I'm no lawyer, but it could be interpreted either way.


----------



## Stoker1 (Feb 17, 2014)

[email protected] said:


> We will give away Free 1 year Sea Tow Gold Card membership or extend your current membership for 12 months


 The way I read it, they are giving it away to those that are not members also. 
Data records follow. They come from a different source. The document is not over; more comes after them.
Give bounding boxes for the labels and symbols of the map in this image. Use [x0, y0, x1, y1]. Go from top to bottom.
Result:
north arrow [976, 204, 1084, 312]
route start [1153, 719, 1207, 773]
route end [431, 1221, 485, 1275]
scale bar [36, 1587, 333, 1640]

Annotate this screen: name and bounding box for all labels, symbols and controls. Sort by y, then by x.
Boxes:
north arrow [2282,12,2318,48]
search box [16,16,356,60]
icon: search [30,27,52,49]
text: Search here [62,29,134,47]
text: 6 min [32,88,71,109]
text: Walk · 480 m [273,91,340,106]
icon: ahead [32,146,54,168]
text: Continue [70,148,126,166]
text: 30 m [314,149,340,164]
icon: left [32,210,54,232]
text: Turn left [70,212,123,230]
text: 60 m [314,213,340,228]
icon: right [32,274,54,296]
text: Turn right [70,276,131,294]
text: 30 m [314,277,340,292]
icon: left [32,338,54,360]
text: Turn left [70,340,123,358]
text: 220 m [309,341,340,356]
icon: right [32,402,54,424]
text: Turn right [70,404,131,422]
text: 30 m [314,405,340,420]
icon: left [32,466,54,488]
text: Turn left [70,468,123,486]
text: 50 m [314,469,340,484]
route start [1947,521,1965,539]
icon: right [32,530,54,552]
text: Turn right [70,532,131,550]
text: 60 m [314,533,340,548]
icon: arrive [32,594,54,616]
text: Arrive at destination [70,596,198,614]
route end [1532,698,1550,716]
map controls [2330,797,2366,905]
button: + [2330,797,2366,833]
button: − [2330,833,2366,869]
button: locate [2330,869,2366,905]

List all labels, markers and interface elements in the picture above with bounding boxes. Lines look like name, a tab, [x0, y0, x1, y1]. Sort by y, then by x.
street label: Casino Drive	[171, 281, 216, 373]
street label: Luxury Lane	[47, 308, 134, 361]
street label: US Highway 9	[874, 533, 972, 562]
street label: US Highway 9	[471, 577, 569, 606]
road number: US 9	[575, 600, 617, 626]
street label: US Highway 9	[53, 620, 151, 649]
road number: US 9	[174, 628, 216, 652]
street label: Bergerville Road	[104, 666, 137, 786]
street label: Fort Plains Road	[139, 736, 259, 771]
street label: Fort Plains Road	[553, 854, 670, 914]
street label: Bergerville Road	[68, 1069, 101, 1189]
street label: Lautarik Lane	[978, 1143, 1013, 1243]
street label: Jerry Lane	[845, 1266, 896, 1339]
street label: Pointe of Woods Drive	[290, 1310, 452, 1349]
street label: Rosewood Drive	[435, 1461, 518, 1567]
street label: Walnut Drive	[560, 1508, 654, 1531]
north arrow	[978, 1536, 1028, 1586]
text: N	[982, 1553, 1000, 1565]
You'll be getting a buzz soon.


----------



## Hound_dog (Dec 18, 2010)

It's about that time.


----------



## TatSoul (Mar 12, 2012)

I just signed up.its legit


----------



## Splittine (Nov 24, 2007)

Got mine. Thanks Capt John.


----------



## jspooney (Oct 2, 2007)

No brainier right here.


----------



## TatSoul (Mar 12, 2012)

Thought it was a joke but it's for real.good stuff


----------



## wallace1 (Dec 8, 2010)

Tried twice and got sent to voice mail both times but I'll wait a little bit and try again


----------



## Hound_dog (Dec 18, 2010)

Just got my extension, phones where ringing off the hook in the background. Thanks seatow!!!


----------



## murfpcola (Aug 28, 2012)

jspooney said:


> No brainier right here.


Anything free is for Spooney!


----------



## MrFish (Aug 21, 2009)

Dang, that was easy and cheap.


----------



## Hound_dog (Dec 18, 2010)

Yea, here is the answer to those "which tow service" threads.


----------



## Good Answer! (Mar 25, 2008)

Thanks Capt John Ward!!!! It's the real deal!!


----------



## capt'n slim (Feb 8, 2008)

got mine, thanks guys


----------



## NKlamerus (Jan 4, 2016)

So all you do is call?? Do what?!


----------



## gbRED112 (Apr 5, 2011)

All you do is call. What a deal. Thanks capt


----------



## WAHOOU39 (Jan 14, 2008)

Got mine.....Thanks Capt. John....only tow service for me!


----------



## Hangout (Sep 28, 2007)

Got mine! Thanks Capt.


----------



## Splittine (Nov 24, 2007)

NKlamerus said:


> So all you do is call?? Do what?!


Call and give them your info. Takes less than 5 min


----------



## NKlamerus (Jan 4, 2016)

Splittine said:


> Call and give them your info. Takes less than 5 min


I'll have to try again a few, line was busy!


----------



## Nat (Oct 10, 2007)

well dang

that's a sweet deal


----------



## Rampage (Apr 10, 2008)

Just called in and got mine extended!!! Thanks Capt!!!


----------



## Fast Eddie (Jun 17, 2015)

I called at 2:01 and got my extension. Thanks Capt John and Sea Tow!


----------



## nathar (Jun 25, 2009)

On hold right now.


----------



## Dew2fish (Oct 23, 2007)

Got my renewal. Thanks Capt John


----------



## Jason (Oct 2, 2007)

Ohhhh well, 2 bills spent----cheap insurance fer me but my luck since I just renewed prior to this crap!!!! Glad ya'll got in!


----------



## Hound_dog (Dec 18, 2010)

You can still get it jason they said it would just add a year on to my expiration date.


----------



## chaps (Aug 31, 2009)

Wow! Just did mine. What a great deal. Thanks Captain


----------



## Realtor (Oct 1, 2007)

nice relaxing music...


----------



## nathar (Jun 25, 2009)

Dang. Thought I was getting straight through, but so far 28 minutes on hold. My affection for this little bongo-acoustic guitar ditty is starting wane.


----------



## Capt'n Daddy (Oct 10, 2014)

Left message...


----------



## Hound_dog (Dec 18, 2010)

I would hate to be the one taking calls at seatow right now.


----------



## bobhill73 (Oct 3, 2007)

Renewed my membership, too. May have a little wait on the phone or have to call a few times, but it is well worth that minor inconvenience. Thanks Capt. John and Sea Tow!


----------



## Realtor (Oct 1, 2007)

hang up and call back. just got finished.... great program, I've been a member for 12 plus years and never called them even once, but better have it when you need them....


----------



## nathar (Jun 25, 2009)

Uh, let's see, Cmaj, Gmaj, Amin, Fmaj, then back to Gmaj...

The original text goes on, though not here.